= Beginning of Section =

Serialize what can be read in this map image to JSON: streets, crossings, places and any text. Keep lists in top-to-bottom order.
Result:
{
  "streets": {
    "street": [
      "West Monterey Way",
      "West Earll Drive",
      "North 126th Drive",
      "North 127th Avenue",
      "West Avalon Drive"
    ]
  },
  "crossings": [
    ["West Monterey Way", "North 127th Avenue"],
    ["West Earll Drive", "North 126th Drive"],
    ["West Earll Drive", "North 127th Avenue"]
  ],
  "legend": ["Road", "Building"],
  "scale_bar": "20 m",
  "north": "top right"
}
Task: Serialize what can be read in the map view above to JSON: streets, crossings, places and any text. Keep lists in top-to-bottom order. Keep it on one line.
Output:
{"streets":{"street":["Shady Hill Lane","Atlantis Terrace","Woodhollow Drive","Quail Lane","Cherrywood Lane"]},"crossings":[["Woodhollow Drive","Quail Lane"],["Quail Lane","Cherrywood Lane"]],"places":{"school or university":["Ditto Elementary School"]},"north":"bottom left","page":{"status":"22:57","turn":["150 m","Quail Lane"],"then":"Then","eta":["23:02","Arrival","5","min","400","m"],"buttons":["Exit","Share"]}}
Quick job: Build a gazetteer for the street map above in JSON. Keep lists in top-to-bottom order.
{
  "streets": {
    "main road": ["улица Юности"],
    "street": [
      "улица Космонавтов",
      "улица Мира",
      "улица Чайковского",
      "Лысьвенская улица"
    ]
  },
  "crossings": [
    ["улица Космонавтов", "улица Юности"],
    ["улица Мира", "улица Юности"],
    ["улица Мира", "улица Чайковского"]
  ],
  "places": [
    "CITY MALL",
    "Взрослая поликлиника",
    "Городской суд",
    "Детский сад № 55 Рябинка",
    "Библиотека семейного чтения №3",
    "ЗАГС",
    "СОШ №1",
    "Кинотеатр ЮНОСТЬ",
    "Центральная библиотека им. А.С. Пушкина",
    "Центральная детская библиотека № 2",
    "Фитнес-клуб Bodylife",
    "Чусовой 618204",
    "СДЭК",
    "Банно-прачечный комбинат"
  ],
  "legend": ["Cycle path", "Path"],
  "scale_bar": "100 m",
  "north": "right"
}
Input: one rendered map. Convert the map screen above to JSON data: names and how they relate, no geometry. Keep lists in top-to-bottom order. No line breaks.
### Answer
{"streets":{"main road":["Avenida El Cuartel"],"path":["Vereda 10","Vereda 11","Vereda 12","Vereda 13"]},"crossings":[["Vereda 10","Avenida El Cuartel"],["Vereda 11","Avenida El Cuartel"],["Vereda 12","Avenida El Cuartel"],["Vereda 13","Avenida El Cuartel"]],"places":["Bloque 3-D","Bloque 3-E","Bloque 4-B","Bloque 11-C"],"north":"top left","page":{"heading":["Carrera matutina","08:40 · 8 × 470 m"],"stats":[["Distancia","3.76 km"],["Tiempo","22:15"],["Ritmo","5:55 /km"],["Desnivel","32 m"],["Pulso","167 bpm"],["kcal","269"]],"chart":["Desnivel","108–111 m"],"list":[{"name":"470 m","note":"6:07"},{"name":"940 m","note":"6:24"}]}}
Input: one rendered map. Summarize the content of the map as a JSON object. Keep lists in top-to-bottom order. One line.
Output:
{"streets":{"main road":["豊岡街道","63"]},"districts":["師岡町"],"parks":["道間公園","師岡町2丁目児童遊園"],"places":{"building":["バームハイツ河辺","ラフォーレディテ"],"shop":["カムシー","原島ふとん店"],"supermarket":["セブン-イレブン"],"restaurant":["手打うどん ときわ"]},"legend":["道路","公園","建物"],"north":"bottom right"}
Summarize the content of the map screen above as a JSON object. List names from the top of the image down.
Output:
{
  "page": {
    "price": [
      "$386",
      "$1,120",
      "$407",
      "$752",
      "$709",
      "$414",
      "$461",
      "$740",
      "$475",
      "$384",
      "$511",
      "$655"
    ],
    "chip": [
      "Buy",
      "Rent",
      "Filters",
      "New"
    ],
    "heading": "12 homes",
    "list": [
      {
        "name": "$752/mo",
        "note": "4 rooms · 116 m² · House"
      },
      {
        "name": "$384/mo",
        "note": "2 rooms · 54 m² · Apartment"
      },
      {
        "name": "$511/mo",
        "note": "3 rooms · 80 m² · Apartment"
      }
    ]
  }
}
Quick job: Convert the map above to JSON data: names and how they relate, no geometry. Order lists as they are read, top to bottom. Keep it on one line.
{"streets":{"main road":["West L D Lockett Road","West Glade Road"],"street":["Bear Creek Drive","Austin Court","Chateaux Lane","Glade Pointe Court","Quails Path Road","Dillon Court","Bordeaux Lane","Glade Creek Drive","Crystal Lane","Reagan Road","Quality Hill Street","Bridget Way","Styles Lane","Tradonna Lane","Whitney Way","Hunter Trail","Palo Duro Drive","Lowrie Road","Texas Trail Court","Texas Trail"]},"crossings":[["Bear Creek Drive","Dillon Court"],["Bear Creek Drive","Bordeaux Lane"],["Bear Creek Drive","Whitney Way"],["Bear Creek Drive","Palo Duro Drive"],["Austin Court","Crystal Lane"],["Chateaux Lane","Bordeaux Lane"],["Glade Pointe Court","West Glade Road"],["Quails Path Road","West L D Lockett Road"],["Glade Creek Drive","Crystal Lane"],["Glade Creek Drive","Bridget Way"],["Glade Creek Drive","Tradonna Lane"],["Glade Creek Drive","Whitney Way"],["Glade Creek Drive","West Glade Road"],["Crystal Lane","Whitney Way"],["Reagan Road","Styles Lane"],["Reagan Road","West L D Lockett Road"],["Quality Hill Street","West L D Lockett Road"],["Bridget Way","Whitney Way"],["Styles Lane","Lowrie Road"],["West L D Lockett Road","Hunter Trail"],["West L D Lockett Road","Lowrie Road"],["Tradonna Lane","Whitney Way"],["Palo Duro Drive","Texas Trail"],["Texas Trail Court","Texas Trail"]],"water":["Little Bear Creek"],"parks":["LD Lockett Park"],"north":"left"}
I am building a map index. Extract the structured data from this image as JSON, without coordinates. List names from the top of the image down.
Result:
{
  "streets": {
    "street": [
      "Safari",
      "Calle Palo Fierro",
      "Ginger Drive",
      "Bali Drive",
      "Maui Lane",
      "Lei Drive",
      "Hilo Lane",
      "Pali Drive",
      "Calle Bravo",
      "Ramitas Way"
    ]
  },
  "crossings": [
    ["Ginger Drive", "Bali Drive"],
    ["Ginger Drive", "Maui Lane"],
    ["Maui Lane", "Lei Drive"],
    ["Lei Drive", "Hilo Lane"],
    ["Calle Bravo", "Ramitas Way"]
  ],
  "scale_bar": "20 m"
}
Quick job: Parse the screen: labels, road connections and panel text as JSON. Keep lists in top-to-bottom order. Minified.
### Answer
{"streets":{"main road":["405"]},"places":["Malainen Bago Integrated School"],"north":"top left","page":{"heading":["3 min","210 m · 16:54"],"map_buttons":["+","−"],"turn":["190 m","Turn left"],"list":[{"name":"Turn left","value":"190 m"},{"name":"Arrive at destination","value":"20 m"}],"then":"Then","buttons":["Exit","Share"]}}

= End of Section =

**Problem requirements**
Return each entry above exactly, leaving none out.

**Answer box**
Serialize what can be read in this map image to JSON: streets, crossings, places and any text. Keep lists in top-to-bottom order.
Result:
{
  "streets": {
    "street": [
      "West Monterey Way",
      "West Earll Drive",
      "North 126th Drive",
      "North 127th Avenue",
      "West Avalon Drive"
    ]
  },
  "crossings": [
    ["West Monterey Way", "North 127th Avenue"],
    ["West Earll Drive", "North 126th Drive"],
    ["West Earll Drive", "North 127th Avenue"]
  ],
  "legend": ["Road", "Building"],
  "scale_bar": "20 m",
  "north": "top right"
}
Task: Serialize what can be read in the map view above to JSON: streets, crossings, places and any text. Keep lists in top-to-bottom order. Keep it on one line.
Output:
{"streets":{"street":["Shady Hill Lane","Atlantis Terrace","Woodhollow Drive","Quail Lane","Cherrywood Lane"]},"crossings":[["Woodhollow Drive","Quail Lane"],["Quail Lane","Cherrywood Lane"]],"places":{"school or university":["Ditto Elementary School"]},"north":"bottom left","page":{"status":"22:57","turn":["150 m","Quail Lane"],"then":"Then","eta":["23:02","Arrival","5","min","400","m"],"buttons":["Exit","Share"]}}
Quick job: Build a gazetteer for the street map above in JSON. Keep lists in top-to-bottom order.
{
  "streets": {
    "main road": ["улица Юности"],
    "street": [
      "улица Космонавтов",
      "улица Мира",
      "улица Чайковского",
      "Лысьвенская улица"
    ]
  },
  "crossings": [
    ["улица Космонавтов", "улица Юности"],
    ["улица Мира", "улица Юности"],
    ["улица Мира", "улица Чайковского"]
  ],
  "places": [
    "CITY MALL",
    "Взрослая поликлиника",
    "Городской суд",
    "Детский сад № 55 Рябинка",
    "Библиотека семейного чтения №3",
    "ЗАГС",
    "СОШ №1",
    "Кинотеатр ЮНОСТЬ",
    "Центральная библиотека им. А.С. Пушкина",
    "Центральная детская библиотека № 2",
    "Фитнес-клуб Bodylife",
    "Чусовой 618204",
    "СДЭК",
    "Банно-прачечный комбинат"
  ],
  "legend": ["Cycle path", "Path"],
  "scale_bar": "100 m",
  "north": "right"
}
Input: one rendered map. Convert the map screen above to JSON data: names and how they relate, no geometry. Keep lists in top-to-bottom order. No line breaks.
### Answer
{"streets":{"main road":["Avenida El Cuartel"],"path":["Vereda 10","Vereda 11","Vereda 12","Vereda 13"]},"crossings":[["Vereda 10","Avenida El Cuartel"],["Vereda 11","Avenida El Cuartel"],["Vereda 12","Avenida El Cuartel"],["Vereda 13","Avenida El Cuartel"]],"places":["Bloque 3-D","Bloque 3-E","Bloque 4-B","Bloque 11-C"],"north":"top left","page":{"heading":["Carrera matutina","08:40 · 8 × 470 m"],"stats":[["Distancia","3.76 km"],["Tiempo","22:15"],["Ritmo","5:55 /km"],["Desnivel","32 m"],["Pulso","167 bpm"],["kcal","269"]],"chart":["Desnivel","108–111 m"],"list":[{"name":"470 m","note":"6:07"},{"name":"940 m","note":"6:24"}]}}
Input: one rendered map. Summarize the content of the map as a JSON object. Keep lists in top-to-bottom order. One line.
Output:
{"streets":{"main road":["豊岡街道","63"]},"districts":["師岡町"],"parks":["道間公園","師岡町2丁目児童遊園"],"places":{"building":["バームハイツ河辺","ラフォーレディテ"],"shop":["カムシー","原島ふとん店"],"supermarket":["セブン-イレブン"],"restaurant":["手打うどん ときわ"]},"legend":["道路","公園","建物"],"north":"bottom right"}
Summarize the content of the map screen above as a JSON object. List names from the top of the image down.
Output:
{
  "page": {
    "price": [
      "$386",
      "$1,120",
      "$407",
      "$752",
      "$709",
      "$414",
      "$461",
      "$740",
      "$475",
      "$384",
      "$511",
      "$655"
    ],
    "chip": [
      "Buy",
      "Rent",
      "Filters",
      "New"
    ],
    "heading": "12 homes",
    "list": [
      {
        "name": "$752/mo",
        "note": "4 rooms · 116 m² · House"
      },
      {
        "name": "$384/mo",
        "note": "2 rooms · 54 m² · Apartment"
      },
      {
        "name": "$511/mo",
        "note": "3 rooms · 80 m² · Apartment"
      }
    ]
  }
}
Quick job: Convert the map above to JSON data: names and how they relate, no geometry. Order lists as they are read, top to bottom. Keep it on one line.
{"streets":{"main road":["West L D Lockett Road","West Glade Road"],"street":["Bear Creek Drive","Austin Court","Chateaux Lane","Glade Pointe Court","Quails Path Road","Dillon Court","Bordeaux Lane","Glade Creek Drive","Crystal Lane","Reagan Road","Quality Hill Street","Bridget Way","Styles Lane","Tradonna Lane","Whitney Way","Hunter Trail","Palo Duro Drive","Lowrie Road","Texas Trail Court","Texas Trail"]},"crossings":[["Bear Creek Drive","Dillon Court"],["Bear Creek Drive","Bordeaux Lane"],["Bear Creek Drive","Whitney Way"],["Bear Creek Drive","Palo Duro Drive"],["Austin Court","Crystal Lane"],["Chateaux Lane","Bordeaux Lane"],["Glade Pointe Court","West Glade Road"],["Quails Path Road","West L D Lockett Road"],["Glade Creek Drive","Crystal Lane"],["Glade Creek Drive","Bridget Way"],["Glade Creek Drive","Tradonna Lane"],["Glade Creek Drive","Whitney Way"],["Glade Creek Drive","West Glade Road"],["Crystal Lane","Whitney Way"],["Reagan Road","Styles Lane"],["Reagan Road","West L D Lockett Road"],["Quality Hill Street","West L D Lockett Road"],["Bridget Way","Whitney Way"],["Styles Lane","Lowrie Road"],["West L D Lockett Road","Hunter Trail"],["West L D Lockett Road","Lowrie Road"],["Tradonna Lane","Whitney Way"],["Palo Duro Drive","Texas Trail"],["Texas Trail Court","Texas Trail"]],"water":["Little Bear Creek"],"parks":["LD Lockett Park"],"north":"left"}
I am building a map index. Extract the structured data from this image as JSON, without coordinates. List names from the top of the image down.
Result:
{
  "streets": {
    "street": [
      "Safari",
      "Calle Palo Fierro",
      "Ginger Drive",
      "Bali Drive",
      "Maui Lane",
      "Lei Drive",
      "Hilo Lane",
      "Pali Drive",
      "Calle Bravo",
      "Ramitas Way"
    ]
  },
  "crossings": [
    ["Ginger Drive", "Bali Drive"],
    ["Ginger Drive", "Maui Lane"],
    ["Maui Lane", "Lei Drive"],
    ["Lei Drive", "Hilo Lane"],
    ["Calle Bravo", "Ramitas Way"]
  ],
  "scale_bar": "20 m"
}
Quick job: Parse the screen: labels, road connections and panel text as JSON. Keep lists in top-to-bottom order. Minified.
### Answer
{"streets":{"main road":["405"]},"places":["Malainen Bago Integrated School"],"north":"top left","page":{"heading":["3 min","210 m · 16:54"],"map_buttons":["+","−"],"turn":["190 m","Turn left"],"list":[{"name":"Turn left","value":"190 m"},{"name":"Arrive at destination","value":"20 m"}],"then":"Then","buttons":["Exit","Share"]}}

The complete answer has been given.